= EXERCISE DATA =
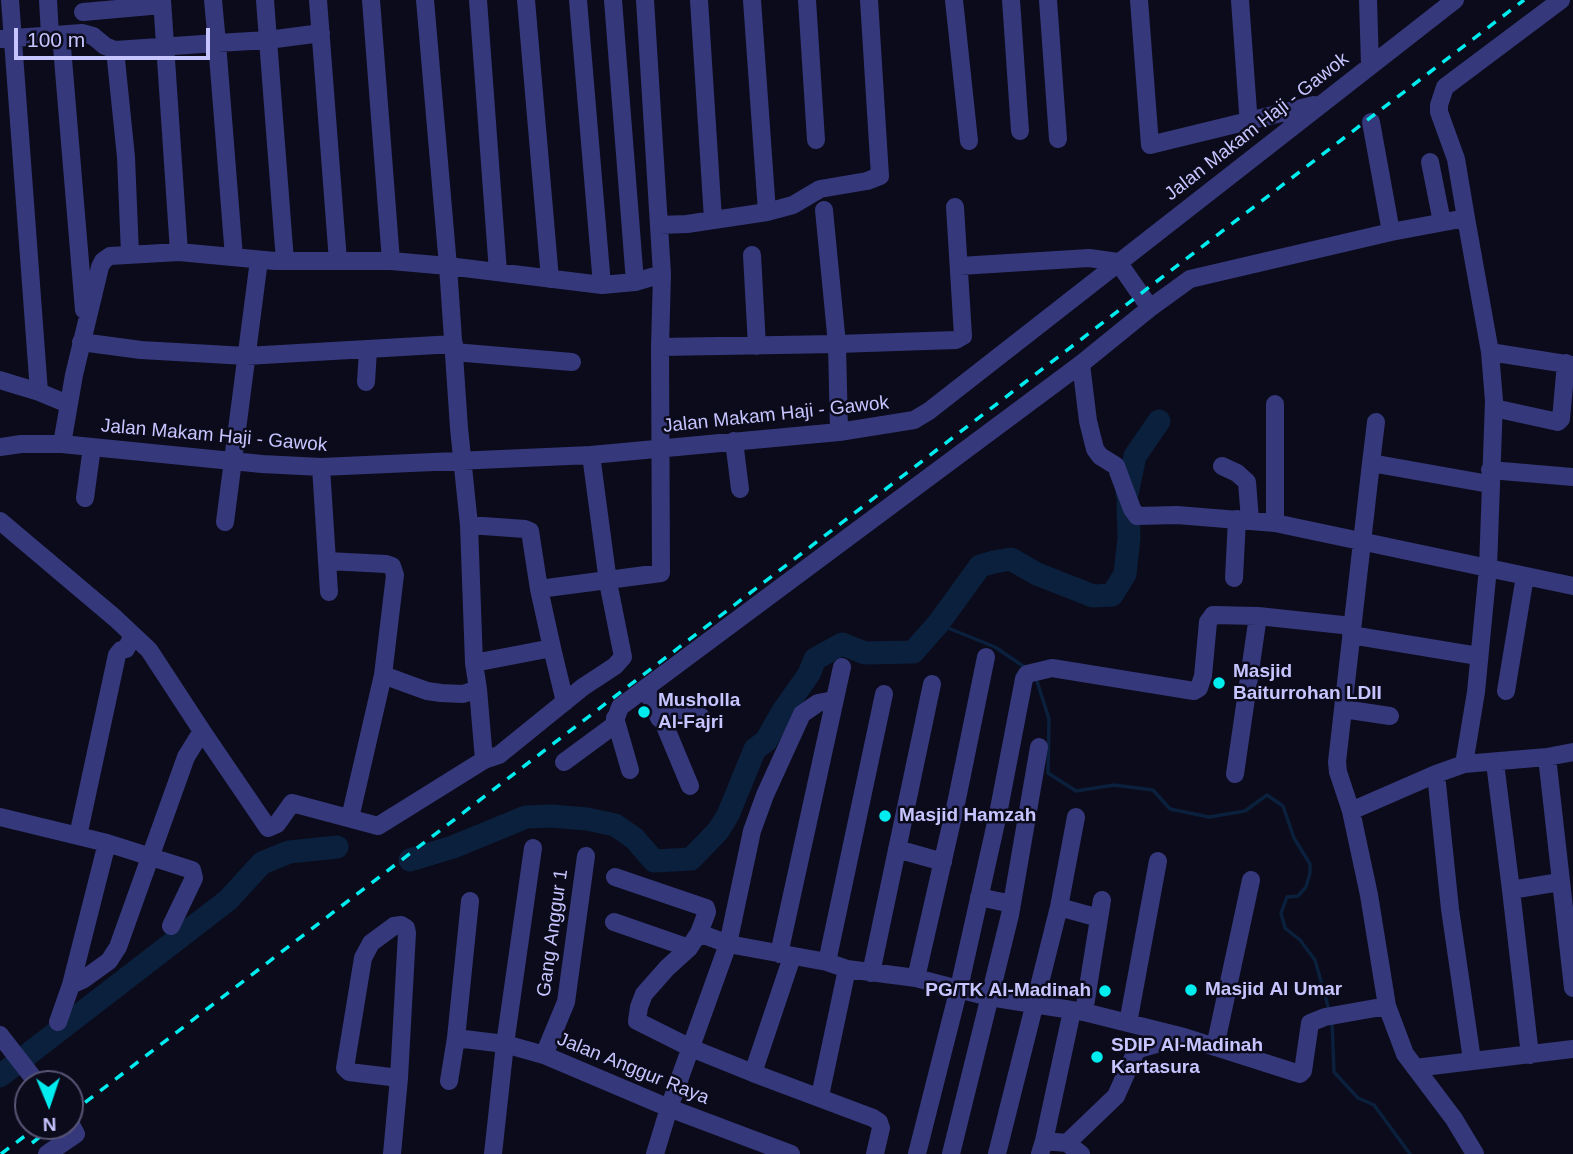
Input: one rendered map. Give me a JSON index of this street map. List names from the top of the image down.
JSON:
{
  "streets": {
    "street": ["Jalan Makam Haji - Gawok", "Gang Anggur 1", "Jalan Anggur Raya"]
  },
  "crossings": [
    ["Gang Anggur 1", "Jalan Anggur Raya"]
  ],
  "places": [
    "Masjid Baiturrohan LDII",
    "Musholla Al-Fajri",
    "Masjid Hamzah",
    "Masjid Al Umar",
    "PG/TK Al-Madinah",
    "SDIP Al-Madinah Kartasura"
  ],
  "scale_bar": "100 m",
  "north": "bottom"
}
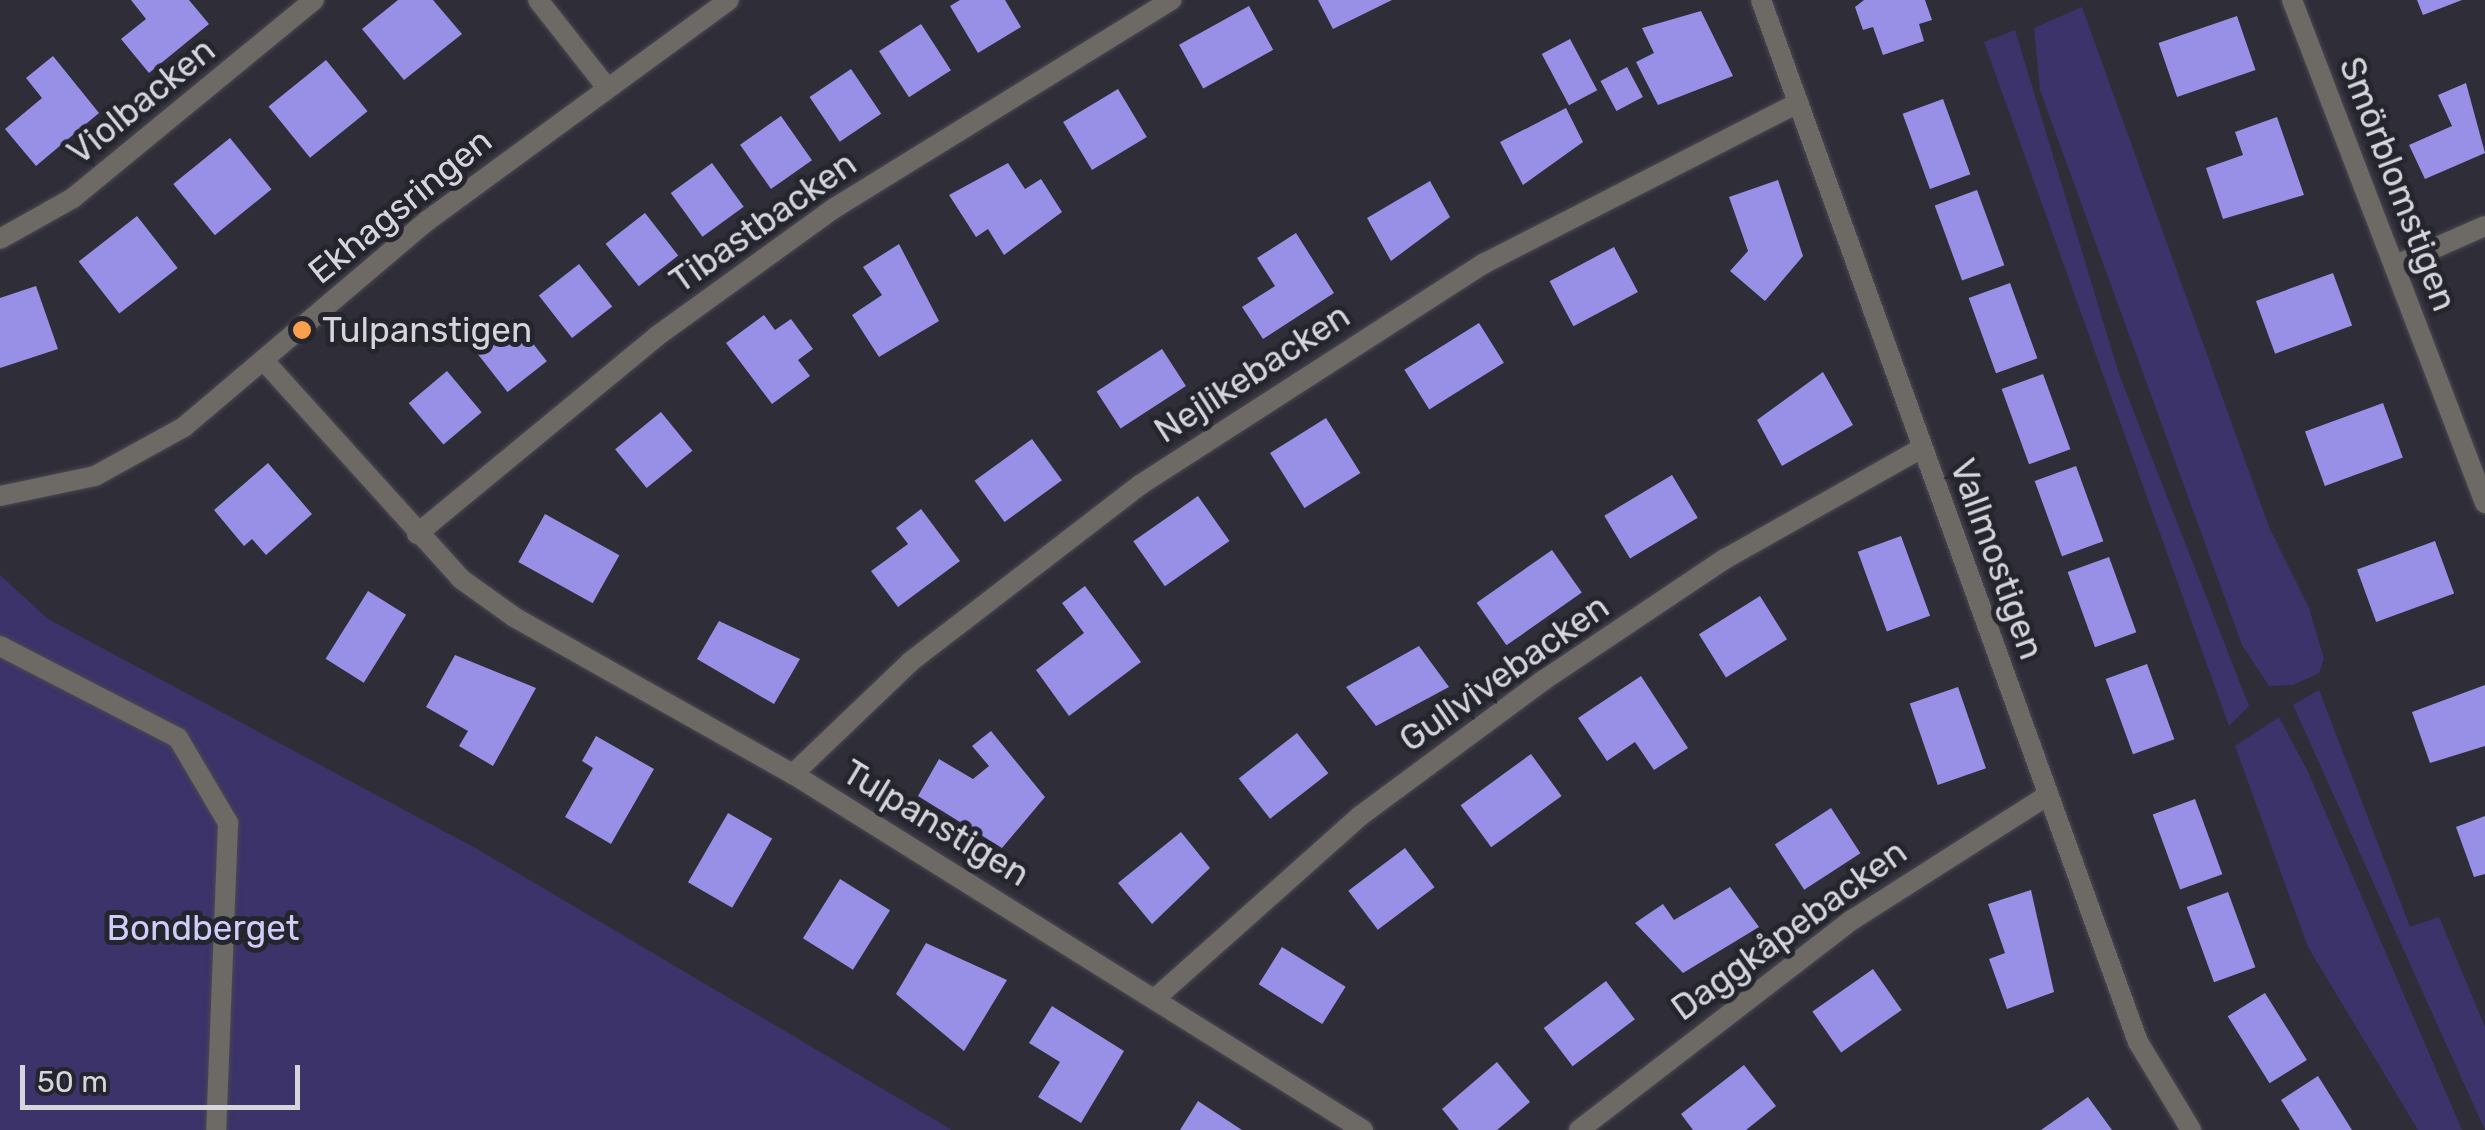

= EXERCISE =
Set down the complete material exactly, but do not include the images.

= ANSWER FOR THE TASK =
Input: one rendered map. Give me a JSON index of this street map. List names from the top of the image down.
JSON:
{
  "streets": {
    "street": ["Jalan Makam Haji - Gawok", "Gang Anggur 1", "Jalan Anggur Raya"]
  },
  "crossings": [
    ["Gang Anggur 1", "Jalan Anggur Raya"]
  ],
  "places": [
    "Masjid Baiturrohan LDII",
    "Musholla Al-Fajri",
    "Masjid Hamzah",
    "Masjid Al Umar",
    "PG/TK Al-Madinah",
    "SDIP Al-Madinah Kartasura"
  ],
  "scale_bar": "100 m",
  "north": "bottom"
}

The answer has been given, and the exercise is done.